How to reduce CPU utilization when do Bandwidth control

My LAN have 2000 users, wifi + wired
The WAN have 4Gbps
My router is CCR1036-8G-2S+ , LAN and WAN all use the 10G SFP+ port to 10Gswitch

when i do the Simple configuration lan-ip\wan-ip\dhcp\nat\default-route,the network worked well, high bandwidth and low delay,when the online users at 1500 and bandwidth at 2Gbps ,The CPU utilization rate is about 10%-15% ,nice day!

but now I need do the bandwidth control, one ip down-speed max-limit 50Mbps,so i used ( mark-packets + queue-tree + pcq ) to do it
In the past, I usually do this without any problems , Of course, the number of users and bandwidth was not as large as it is now

Now when the number of users increases, the CPU utilization rate rises linearly.
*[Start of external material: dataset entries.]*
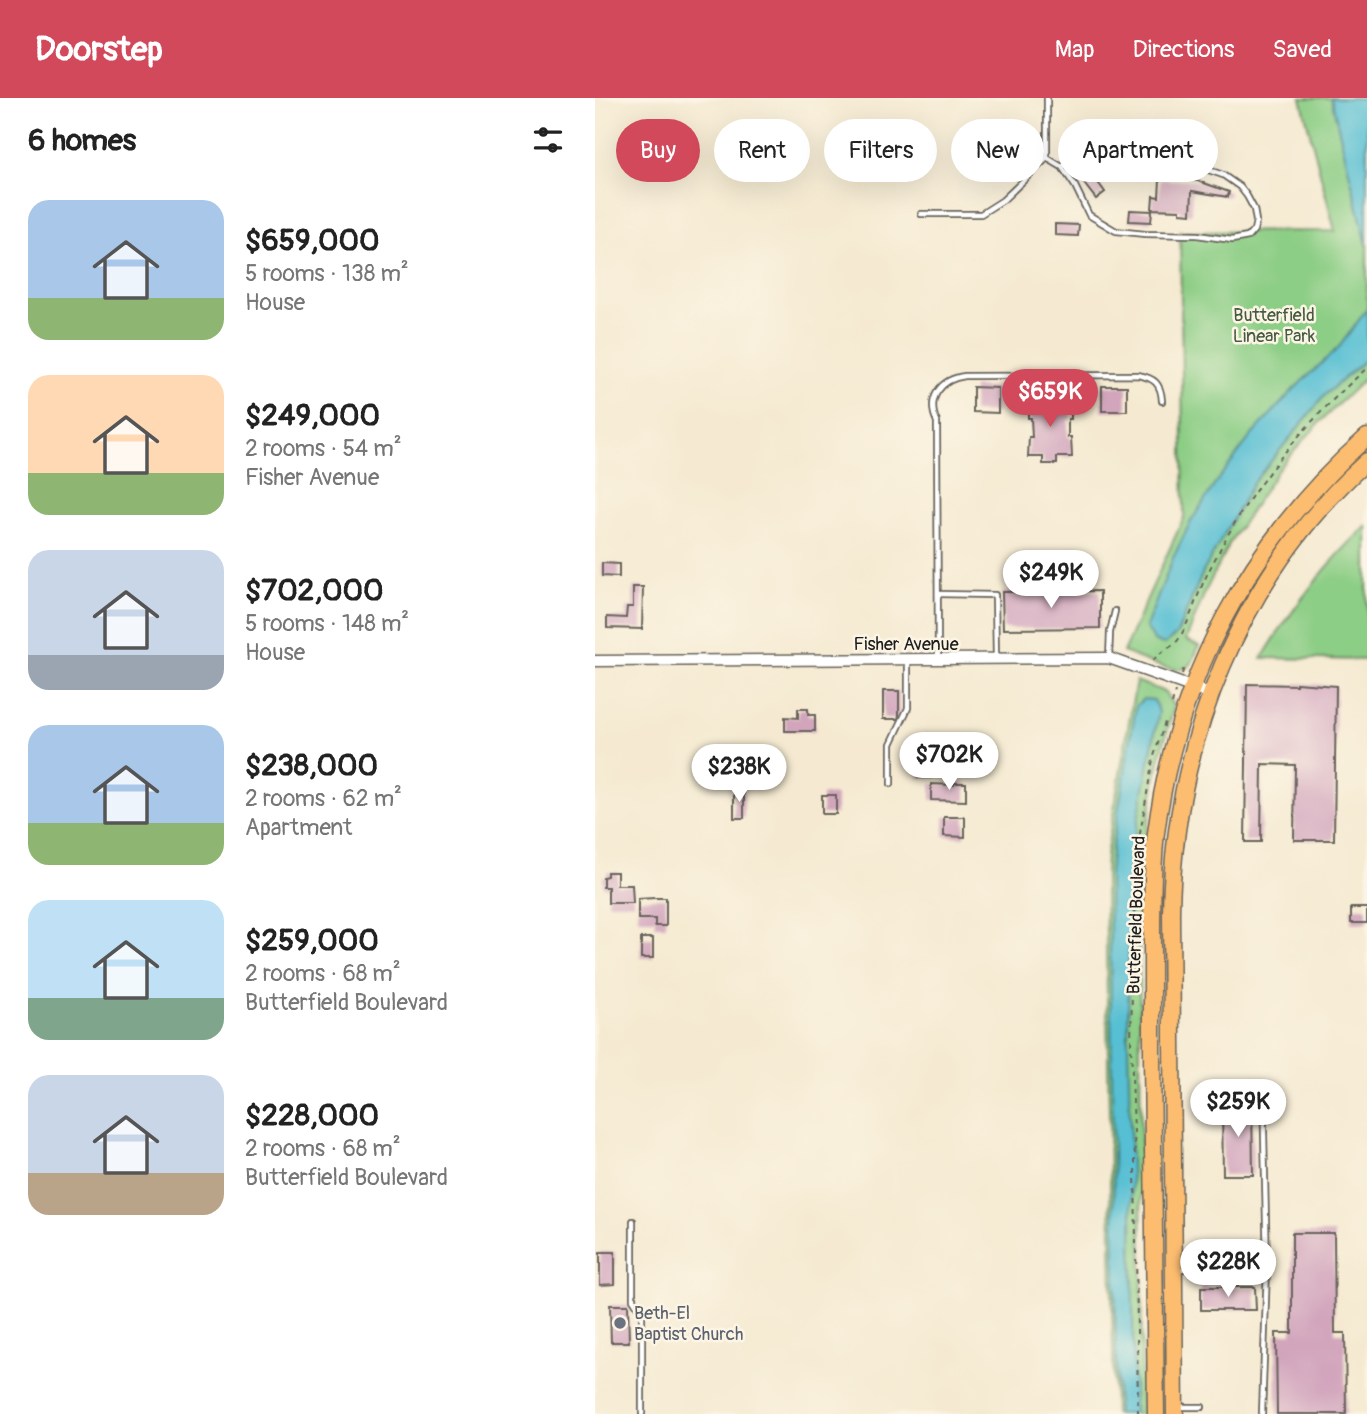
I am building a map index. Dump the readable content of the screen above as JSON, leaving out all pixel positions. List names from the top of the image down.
{
  "streets": {
    "main road": ["Butterfield Boulevard"],
    "street": ["Fisher Avenue"]
  },
  "crossings": [
    ["Fisher Avenue", "Butterfield Boulevard"]
  ],
  "parks": ["Butterfield Linear Park"],
  "places": ["Beth-El Baptist Church"],
  "page": {
    "header": "Doorstep",
    "nav": ["Map", "Directions", "Saved"],
    "heading": "6 homes",
    "chip": [
      "Buy",
      "Rent",
      "Filters",
      "New",
      "Apartment"
    ],
    "list": [
      {
        "name": "$659,000",
        "note": "5 rooms · 138 m² · House"
      },
      {
        "name": "$249,000",
        "note": "2 rooms · 54 m² · Fisher Avenue"
      },
      {
        "name": "$702,000",
        "note": "5 rooms · 148 m² · House"
      },
      {
        "name": "$238,000",
        "note": "2 rooms · 62 m² · Apartment"
      },
      {
        "name": "$259,000",
        "note": "2 rooms · 68 m² · Butterfield Boulevard"
      },
      {
        "name": "$228,000",
        "note": "2 rooms · 68 m² · Butterfield Boulevard"
      }
    ],
    "price": [
      "$659K",
      "$249K",
      "$702K",
      "$238K",
      "$259K",
      "$228K"
    ]
  }
}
When the number of users reaches 1000 and the bandwidth reaches 1Gbps, the CPU utilization rate reaches 100%

my script :
/ip firewall add add list=que-104 address=10.0.0.0/19
/ip firewall mangle
chain=forward action=mark-packet new-packet-mark=que-104-down
passthrough=no src-address-list=!local dst-address-list=que-104
out-interface=vlan0002 log=no log-prefix=“”
/ip firewall mangle
chain=forward action=mark-packet new-packet-mark=que-104-up
passthrough=no src-address-list=que-104 dst-address-list=!local
in-interface=vlan0002 log=no log-prefix=“”
/que type
name=“que-104-up” kind=pcq pcq-rate=50M pcq-limit=500KiB
pcq-classifier=src-address pcq-total-limit=1000000KiB pcq-burst-rate=0
pcq-burst-threshold=0 pcq-burst-time=10s pcq-src-address-mask=32
pcq-dst-address-mask=32 pcq-src-address6-mask=128
pcq-dst-address6-mask=128
/que type
name=“que-104-down” kind=pcq pcq-rate=50M pcq-limit=500KiB
pcq-classifier=dst-address pcq-total-limit=1000000KiB pcq-burst-rate=0
pcq-burst-threshold=0 pcq-burst-time=10s pcq-src-address-mask=32
pcq-dst-address-mask=32 pcq-src-address6-mask=128
pcq-dst-address6-mask=128
/queue tree
add max-limit=4G name=all-down parent=global queue=default
add max-limit=2G name=all-up parent=global queue=default
add limit-at=2M max-limit=4G name=que-104-down packet-mark=que-104-down parent=all-down queue=que-104-down
add limit-at=2M max-limit=2G name=que-104-up packet-mark=que-104-up parent=all-up queue=que-104-up

Is there a more effective way to limit the speed under such large flow conditions

Thank you very much for your guidance

Still unresolved

Bandwidth enforcement is CPU intensive, so you’ll have to pour in more CPU. There is no way to optimize the current setup without affecting its behaviour (pcq per each individual user simply must create as many virtual queues as there are users). And yes, it will require a reconfiguration of the topology, at least you’ll have to give half the users another gateway IP, so that they were sending their traffic through the second router.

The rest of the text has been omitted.